[[ RECORDS FOR PROCESSING open ]]

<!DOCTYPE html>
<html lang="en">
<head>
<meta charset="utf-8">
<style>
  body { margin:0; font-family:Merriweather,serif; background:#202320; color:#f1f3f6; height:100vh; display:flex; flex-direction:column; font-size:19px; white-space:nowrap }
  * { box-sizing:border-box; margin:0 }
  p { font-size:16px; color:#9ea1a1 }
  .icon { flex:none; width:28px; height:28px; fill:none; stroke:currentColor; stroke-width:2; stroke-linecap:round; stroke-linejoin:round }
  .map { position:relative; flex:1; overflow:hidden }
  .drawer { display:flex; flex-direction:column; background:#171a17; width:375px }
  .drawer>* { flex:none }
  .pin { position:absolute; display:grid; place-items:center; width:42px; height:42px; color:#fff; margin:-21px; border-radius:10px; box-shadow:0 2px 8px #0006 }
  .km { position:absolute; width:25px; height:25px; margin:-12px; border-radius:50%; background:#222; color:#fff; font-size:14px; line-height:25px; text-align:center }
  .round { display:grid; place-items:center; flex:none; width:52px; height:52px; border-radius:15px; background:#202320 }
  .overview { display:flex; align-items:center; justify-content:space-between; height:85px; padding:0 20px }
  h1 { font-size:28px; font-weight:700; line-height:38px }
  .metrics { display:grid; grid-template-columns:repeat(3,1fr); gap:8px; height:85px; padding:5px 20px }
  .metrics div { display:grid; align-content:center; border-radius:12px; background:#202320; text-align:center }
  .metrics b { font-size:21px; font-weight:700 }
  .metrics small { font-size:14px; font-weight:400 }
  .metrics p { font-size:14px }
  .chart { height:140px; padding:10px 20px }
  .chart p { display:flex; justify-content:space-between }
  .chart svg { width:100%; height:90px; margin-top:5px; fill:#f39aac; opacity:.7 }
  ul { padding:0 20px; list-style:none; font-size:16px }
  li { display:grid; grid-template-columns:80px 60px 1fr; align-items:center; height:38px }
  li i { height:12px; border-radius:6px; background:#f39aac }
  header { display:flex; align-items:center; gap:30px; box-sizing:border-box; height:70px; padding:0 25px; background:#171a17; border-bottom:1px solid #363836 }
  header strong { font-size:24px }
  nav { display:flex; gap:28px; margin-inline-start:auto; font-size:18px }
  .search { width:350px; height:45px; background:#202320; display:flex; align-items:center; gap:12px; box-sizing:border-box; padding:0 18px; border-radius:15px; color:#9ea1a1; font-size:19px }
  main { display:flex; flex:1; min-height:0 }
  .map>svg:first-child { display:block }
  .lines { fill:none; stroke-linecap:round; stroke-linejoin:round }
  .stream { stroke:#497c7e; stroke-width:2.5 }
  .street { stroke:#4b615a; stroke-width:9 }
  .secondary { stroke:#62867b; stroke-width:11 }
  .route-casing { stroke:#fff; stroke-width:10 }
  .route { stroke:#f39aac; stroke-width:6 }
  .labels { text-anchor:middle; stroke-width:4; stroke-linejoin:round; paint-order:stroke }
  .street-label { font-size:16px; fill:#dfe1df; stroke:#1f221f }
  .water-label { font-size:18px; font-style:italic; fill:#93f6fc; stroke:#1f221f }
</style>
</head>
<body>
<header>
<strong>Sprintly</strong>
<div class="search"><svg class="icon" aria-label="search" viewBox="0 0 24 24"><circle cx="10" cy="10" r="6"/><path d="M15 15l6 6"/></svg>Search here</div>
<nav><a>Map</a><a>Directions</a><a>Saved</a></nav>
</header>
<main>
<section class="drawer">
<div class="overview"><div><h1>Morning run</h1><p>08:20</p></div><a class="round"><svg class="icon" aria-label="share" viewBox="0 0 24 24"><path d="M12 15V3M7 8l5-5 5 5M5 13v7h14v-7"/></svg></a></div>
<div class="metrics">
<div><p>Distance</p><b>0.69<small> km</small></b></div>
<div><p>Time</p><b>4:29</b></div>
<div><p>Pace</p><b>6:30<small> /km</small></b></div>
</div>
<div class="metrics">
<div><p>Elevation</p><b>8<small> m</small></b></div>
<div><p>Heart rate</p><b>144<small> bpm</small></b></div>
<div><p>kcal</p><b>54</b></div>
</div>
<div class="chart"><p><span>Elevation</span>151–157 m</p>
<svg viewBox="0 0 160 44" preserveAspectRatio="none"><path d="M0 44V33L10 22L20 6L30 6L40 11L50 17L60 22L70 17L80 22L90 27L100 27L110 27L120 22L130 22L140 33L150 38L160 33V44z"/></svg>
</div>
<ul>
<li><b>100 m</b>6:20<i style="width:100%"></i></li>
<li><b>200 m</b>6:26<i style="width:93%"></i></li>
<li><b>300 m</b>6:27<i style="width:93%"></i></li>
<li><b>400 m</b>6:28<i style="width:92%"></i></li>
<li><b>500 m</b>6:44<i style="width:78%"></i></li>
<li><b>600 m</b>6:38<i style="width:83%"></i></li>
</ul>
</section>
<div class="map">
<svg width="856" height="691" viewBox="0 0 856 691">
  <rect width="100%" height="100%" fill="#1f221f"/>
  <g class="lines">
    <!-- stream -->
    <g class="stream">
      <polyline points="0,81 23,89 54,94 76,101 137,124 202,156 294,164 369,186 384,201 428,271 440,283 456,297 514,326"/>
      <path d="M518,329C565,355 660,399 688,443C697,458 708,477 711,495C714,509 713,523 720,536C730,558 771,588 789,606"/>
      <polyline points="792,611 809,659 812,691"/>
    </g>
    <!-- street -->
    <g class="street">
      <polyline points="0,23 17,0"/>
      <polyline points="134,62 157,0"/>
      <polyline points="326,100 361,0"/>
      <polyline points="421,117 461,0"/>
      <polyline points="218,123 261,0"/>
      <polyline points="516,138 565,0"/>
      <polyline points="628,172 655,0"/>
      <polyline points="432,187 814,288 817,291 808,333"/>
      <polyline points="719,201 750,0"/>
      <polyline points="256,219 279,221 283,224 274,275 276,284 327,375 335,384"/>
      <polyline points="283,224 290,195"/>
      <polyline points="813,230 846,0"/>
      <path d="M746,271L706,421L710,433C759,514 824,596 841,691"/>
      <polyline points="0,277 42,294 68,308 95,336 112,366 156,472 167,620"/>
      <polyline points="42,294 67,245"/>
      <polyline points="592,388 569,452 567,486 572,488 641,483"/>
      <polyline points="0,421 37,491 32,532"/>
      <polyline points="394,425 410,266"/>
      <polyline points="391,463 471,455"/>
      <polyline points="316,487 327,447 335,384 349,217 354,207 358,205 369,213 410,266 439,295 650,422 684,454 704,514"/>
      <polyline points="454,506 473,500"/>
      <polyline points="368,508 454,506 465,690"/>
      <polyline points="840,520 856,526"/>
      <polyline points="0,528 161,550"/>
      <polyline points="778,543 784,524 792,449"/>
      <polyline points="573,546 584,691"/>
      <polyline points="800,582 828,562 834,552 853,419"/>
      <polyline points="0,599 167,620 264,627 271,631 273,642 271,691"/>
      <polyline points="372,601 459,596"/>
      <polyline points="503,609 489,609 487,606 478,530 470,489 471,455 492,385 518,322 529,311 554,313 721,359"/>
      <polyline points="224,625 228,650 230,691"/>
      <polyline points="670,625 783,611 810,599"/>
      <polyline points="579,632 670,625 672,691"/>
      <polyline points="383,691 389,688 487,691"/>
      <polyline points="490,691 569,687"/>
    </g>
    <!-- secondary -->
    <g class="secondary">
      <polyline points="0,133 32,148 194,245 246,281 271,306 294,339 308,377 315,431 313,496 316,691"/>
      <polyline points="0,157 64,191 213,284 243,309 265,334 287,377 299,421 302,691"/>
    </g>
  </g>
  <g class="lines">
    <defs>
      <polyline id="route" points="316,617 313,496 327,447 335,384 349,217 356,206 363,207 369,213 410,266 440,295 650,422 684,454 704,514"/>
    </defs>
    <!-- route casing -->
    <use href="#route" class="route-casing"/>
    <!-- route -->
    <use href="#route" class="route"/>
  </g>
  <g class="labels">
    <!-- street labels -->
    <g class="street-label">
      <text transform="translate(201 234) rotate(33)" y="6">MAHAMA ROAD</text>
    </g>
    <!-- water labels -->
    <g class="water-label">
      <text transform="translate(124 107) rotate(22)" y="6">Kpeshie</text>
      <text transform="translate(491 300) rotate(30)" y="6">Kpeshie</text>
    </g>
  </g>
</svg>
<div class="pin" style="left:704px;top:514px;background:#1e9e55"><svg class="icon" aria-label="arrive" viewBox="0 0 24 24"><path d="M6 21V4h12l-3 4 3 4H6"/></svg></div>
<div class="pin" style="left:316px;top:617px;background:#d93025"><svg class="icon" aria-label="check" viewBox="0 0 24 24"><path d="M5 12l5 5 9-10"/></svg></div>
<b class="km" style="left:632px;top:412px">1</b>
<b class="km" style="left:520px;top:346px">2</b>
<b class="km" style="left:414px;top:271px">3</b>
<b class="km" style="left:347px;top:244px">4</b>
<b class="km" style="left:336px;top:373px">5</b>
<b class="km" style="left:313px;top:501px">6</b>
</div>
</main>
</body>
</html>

[[ RECORDS FOR PROCESSING closed ]]

**AIM OF THE TASK**
Going through the entries, return every line holding the word "drawer".

**SOLUTION BELOW**
  .drawer { display:flex; flex-direction:column; background:#171a17; width:375px }
  .drawer>* { flex:none }
<section class="drawer">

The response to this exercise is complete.